Copy each line below that contains "align".

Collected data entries

....

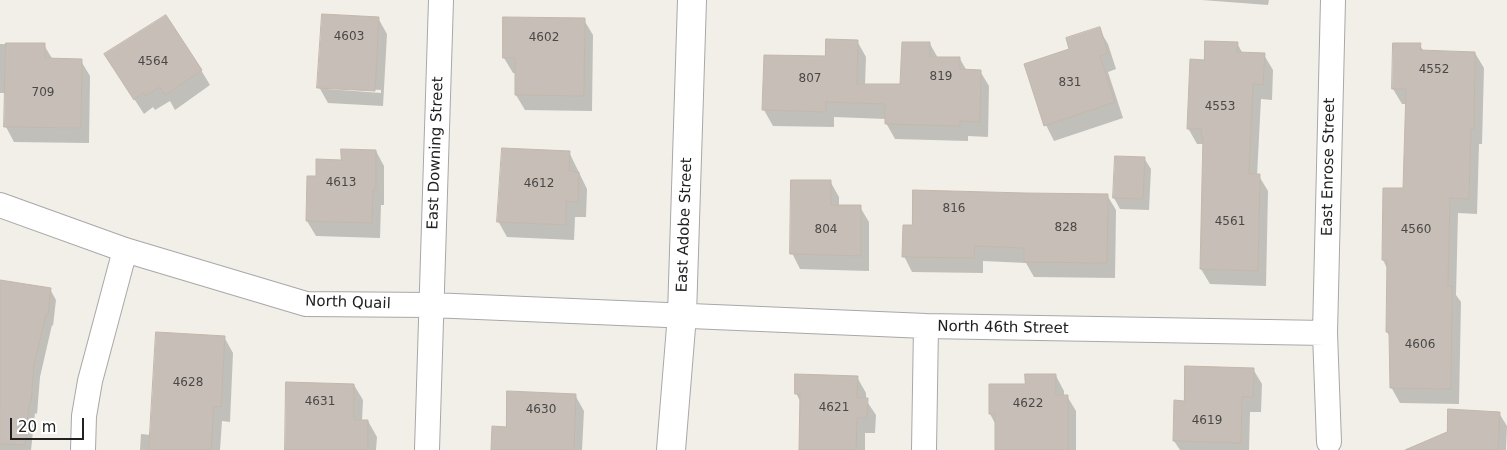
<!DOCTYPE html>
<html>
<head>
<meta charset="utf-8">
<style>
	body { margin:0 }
	#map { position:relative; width:1507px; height:450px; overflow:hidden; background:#f1efe8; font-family:"DejaVu Sans",sans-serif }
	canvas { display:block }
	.scale { position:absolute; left:10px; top:418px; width:74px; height:22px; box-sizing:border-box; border:2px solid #212121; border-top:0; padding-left:6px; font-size:15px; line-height:18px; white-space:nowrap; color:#212121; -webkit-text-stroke:4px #fff; paint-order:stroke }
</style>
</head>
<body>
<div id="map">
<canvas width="1507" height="450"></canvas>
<div class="scale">20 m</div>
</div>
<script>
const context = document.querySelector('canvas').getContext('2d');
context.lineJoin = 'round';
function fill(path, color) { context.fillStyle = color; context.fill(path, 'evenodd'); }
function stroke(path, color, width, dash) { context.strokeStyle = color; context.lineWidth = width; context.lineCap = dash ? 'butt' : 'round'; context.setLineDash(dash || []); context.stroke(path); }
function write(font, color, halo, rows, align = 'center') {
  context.font = font + ' "DejaVu Sans",sans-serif'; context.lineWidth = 4; context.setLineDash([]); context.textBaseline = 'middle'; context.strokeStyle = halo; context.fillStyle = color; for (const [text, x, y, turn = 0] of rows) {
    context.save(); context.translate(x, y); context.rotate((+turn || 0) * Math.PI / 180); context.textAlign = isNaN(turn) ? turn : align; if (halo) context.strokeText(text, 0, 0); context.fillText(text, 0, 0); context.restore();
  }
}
fill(new Path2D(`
	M1202,0H1269L1268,5Z
	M378,18L387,34L383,106L328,103L319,87ZM327,87L381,90V93L327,89Z
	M584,20L593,35L592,111L525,110L516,95V73H513L504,58Z
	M1099,29L1108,44L1116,69L1108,72L1123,118L1054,141L1046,125L1071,50Z
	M857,41L866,57L865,85H902L930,44L938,58L960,59L967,71H980L989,86L988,137L968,136V141L895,139L886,123V119L834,117V127L773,126L764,110L765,56L826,57Z
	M1237,43L1243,54L1264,55L1273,70L1272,100L1261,99L1257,176H1259L1268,191L1266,286L1210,284L1201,269L1204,144H1197L1188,128L1205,61Z
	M0,44L44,45L53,60L81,61L90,76L89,143L14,142L6,127V93H0Z
	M1420,45L1424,52L1475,53L1484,68L1482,144H1479L1477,214L1458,213L1456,295L1461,302L1459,404L1400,403L1391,387L1390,337L1387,332L1388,270L1383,260L1404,190L1407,104H1402L1393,89Z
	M105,54L201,70L210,85L175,110L170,101L155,110L153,107L144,114Z
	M376,151L384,166V205H381L380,238L316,236L307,221L317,177L342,161Z
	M569,152L587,189L586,217H575L574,240L507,237L498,221Z
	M1144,158L1151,169L1149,210L1120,209L1114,198Z
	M830,181L839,197V206L860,207L869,222V271L800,269L792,253Z
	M1107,195L1116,210L1115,278L1034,277L1026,263L983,261V273L912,272L904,256Z
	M0,281L50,289L56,300L53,326L52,325L40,377L37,414L35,413L31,450H0Z
	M224,337L233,353L230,422L222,421L220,450H140L141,434L151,435Z
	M1253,369L1262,384L1261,412H1250L1249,450H1180L1174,441L1185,402Z
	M1056,376L1064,391V396H1067L1076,411V450H996V425L990,414L1026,385Z
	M857,377L866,393V400L876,415L875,433H865V450H800L801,403L796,393Z
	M354,385L363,400L362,421H368L377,437L376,450H286Z
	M575,395L584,411L582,450H492L507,429Z
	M1499,413L1507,426L1506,450H1413Z`), '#0003');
const building = new Path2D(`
	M322,14L379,17L375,91L317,88Z
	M166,15L202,70L165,95L160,87L145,96L143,93L134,100L104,54Z
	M503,17L585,18L584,96L515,95V58H503Z
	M1100,27L1108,53L1100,56L1115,102L1044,126L1024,64L1069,49L1066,38Z
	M826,39L858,40L857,84H900L902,42H930V57H960V69L981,70L980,122L960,121V126L885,124V104L826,102V112L762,110L764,55L825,56Z
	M1205,41L1238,42L1237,52L1265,53L1263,85L1253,84L1249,174H1260L1258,271L1200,269L1203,137H1201L1202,129H1187L1190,59L1204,60Z
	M6,43H45V58L82,59L81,128L4,127Z
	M1393,43H1421L1420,50L1475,52L1474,129H1471L1469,199L1450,198L1448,286H1452L1451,389L1390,388L1389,332H1386L1387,260H1382L1383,188H1403L1406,89H1392Z
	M502,148L570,151L569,171L579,172L578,202H566V225L497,222Z
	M341,149L376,150V190H373L372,223L306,221L307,176H316V159L341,160Z
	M1115,156L1145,157L1143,199L1113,198Z
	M791,180H831V205H861V256L790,254Z
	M913,190L1025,193L1108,194L1107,263L1024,262V248L975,246L974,258L902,257L903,225H912Z
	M0,280L51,288L48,315H46L34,365L31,403H29L25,445L0,444Z
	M156,332L225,336L221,407L214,406L211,450H149Z
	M1185,366L1254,368L1253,397H1242L1241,443L1173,441L1174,400L1184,401Z
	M795,374L858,376L857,398H868L867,418H857L856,450H799L800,394H795Z
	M1025,374H1056V395H1068V450H995V414H989V384H1025Z
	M286,382L354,384V420H368V450H285Z
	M507,391L576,394L574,450H491L492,426L506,427Z
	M1448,409L1500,412L1498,450H1405L1447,432Z`);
fill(building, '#c6beb7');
stroke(building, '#c3b7aa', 1);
const minor = new Path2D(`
	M0,205L125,250L306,304L431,305L926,326L1325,333
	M1329,442L1325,333L1333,0
	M83,450L84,416L90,381L125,250
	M427,450L441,0
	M924,450L926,326`);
const tertiary = new Path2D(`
	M671,450L682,315L692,0`);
stroke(minor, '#a8a8a8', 26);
stroke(tertiary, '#a8a8a8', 30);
stroke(minor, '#fff', 24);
stroke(tertiary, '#fff', 28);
write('12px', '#4a4846', null, [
	["4603",349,37],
	["4602",544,38],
	["4564",153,62],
	["4552",1434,70],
	["819",941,77],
	["807",810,79],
	["831",1070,83],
	["709",43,93],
	["4553",1220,107],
	["4613",341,183],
	["4612",539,184],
	["816",954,209],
	["4561",1230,222],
	["828",1066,228],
	["804",826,230],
	["4560",1416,230],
	["4606",1420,345],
	["4628",188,383],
	["4631",320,402],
	["4622",1028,404],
	["4621",834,408],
	["4630",541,410],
	["4619",1207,421]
]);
write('15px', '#212121', '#fff', [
	["East Downing Street",436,153,-88],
	["East Enrose Street",1329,167,-89],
	["East Adobe Street",685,225,-88],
	["North Quail",348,303,2],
	["North 46th Street",1003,328,1]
]);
</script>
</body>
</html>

....

_Solution for this task_
function write(font, color, halo, rows, align = 'center') {
    context.save(); context.translate(x, y); context.rotate((+turn || 0) * Math.PI / 180); context.textAlign = isNaN(turn) ? turn : align; if (halo) context.strokeText(text, 0, 0); context.fillText(text, 0, 0); context.restore();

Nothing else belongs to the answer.